Stored dataset items
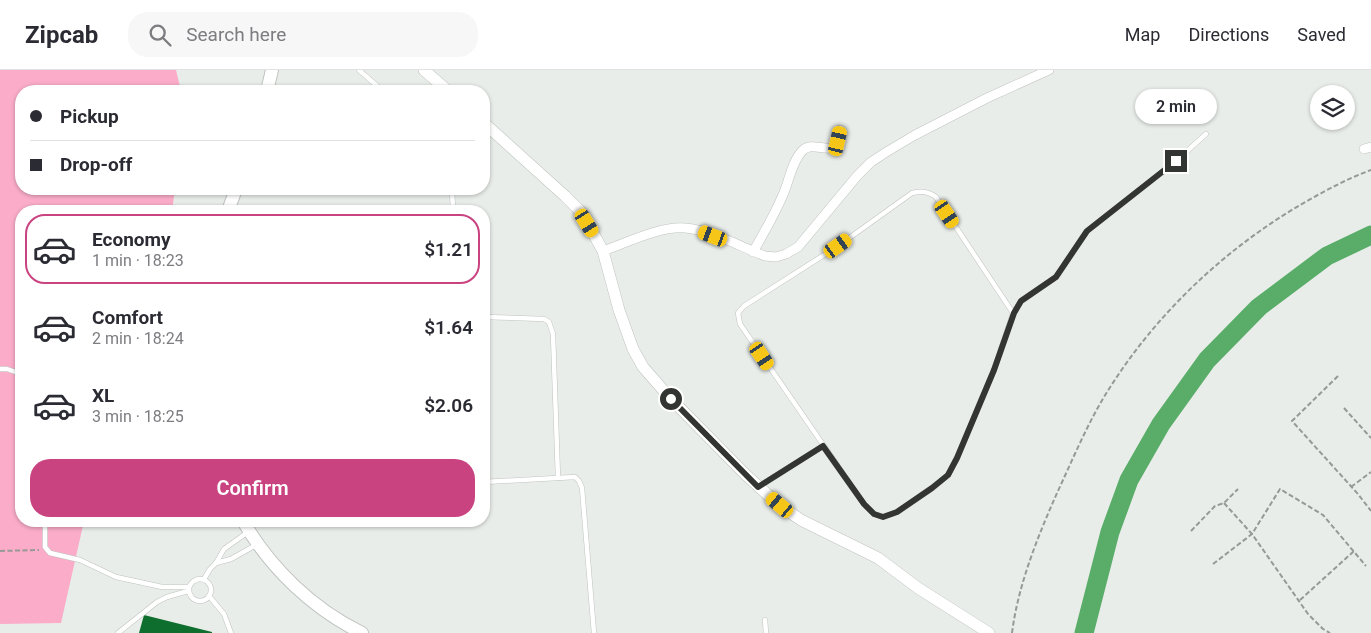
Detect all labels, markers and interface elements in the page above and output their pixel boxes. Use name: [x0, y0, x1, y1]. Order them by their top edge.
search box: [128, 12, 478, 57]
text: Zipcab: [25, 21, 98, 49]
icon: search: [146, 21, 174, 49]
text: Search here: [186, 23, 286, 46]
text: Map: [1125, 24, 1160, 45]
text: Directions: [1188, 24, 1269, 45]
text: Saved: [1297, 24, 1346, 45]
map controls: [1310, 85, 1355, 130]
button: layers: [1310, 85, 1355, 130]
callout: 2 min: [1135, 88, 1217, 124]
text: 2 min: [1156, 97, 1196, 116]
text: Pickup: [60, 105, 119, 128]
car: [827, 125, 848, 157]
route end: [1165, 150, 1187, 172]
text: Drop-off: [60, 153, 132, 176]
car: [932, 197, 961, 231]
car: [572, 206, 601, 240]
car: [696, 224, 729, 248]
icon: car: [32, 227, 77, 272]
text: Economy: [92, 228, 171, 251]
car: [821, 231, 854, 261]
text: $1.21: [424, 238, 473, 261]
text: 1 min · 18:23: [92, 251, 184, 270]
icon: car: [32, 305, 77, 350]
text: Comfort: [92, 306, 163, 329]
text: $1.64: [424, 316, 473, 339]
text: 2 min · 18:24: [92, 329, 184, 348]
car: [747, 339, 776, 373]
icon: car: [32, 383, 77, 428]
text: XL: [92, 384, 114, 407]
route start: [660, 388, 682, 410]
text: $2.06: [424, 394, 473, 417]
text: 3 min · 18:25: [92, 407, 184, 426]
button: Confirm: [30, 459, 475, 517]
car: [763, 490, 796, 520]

**Work instructions:** Every entry above should be written out again verbatim, with no pictures included.

**Task response:**
Detect all labels, markers and interface elements in the page above and output their pixel boxes. Use name: [x0, y0, x1, y1]. Order them by their top edge.
search box: [128, 12, 478, 57]
text: Zipcab: [25, 21, 98, 49]
icon: search: [146, 21, 174, 49]
text: Search here: [186, 23, 286, 46]
text: Map: [1125, 24, 1160, 45]
text: Directions: [1188, 24, 1269, 45]
text: Saved: [1297, 24, 1346, 45]
map controls: [1310, 85, 1355, 130]
button: layers: [1310, 85, 1355, 130]
callout: 2 min: [1135, 88, 1217, 124]
text: 2 min: [1156, 97, 1196, 116]
text: Pickup: [60, 105, 119, 128]
car: [827, 125, 848, 157]
route end: [1165, 150, 1187, 172]
text: Drop-off: [60, 153, 132, 176]
car: [932, 197, 961, 231]
car: [572, 206, 601, 240]
car: [696, 224, 729, 248]
icon: car: [32, 227, 77, 272]
text: Economy: [92, 228, 171, 251]
car: [821, 231, 854, 261]
text: $1.21: [424, 238, 473, 261]
text: 1 min · 18:23: [92, 251, 184, 270]
icon: car: [32, 305, 77, 350]
text: Comfort: [92, 306, 163, 329]
text: $1.64: [424, 316, 473, 339]
text: 2 min · 18:24: [92, 329, 184, 348]
car: [747, 339, 776, 373]
icon: car: [32, 383, 77, 428]
text: XL: [92, 384, 114, 407]
route start: [660, 388, 682, 410]
text: $2.06: [424, 394, 473, 417]
text: 3 min · 18:25: [92, 407, 184, 426]
button: Confirm: [30, 459, 475, 517]
car: [763, 490, 796, 520]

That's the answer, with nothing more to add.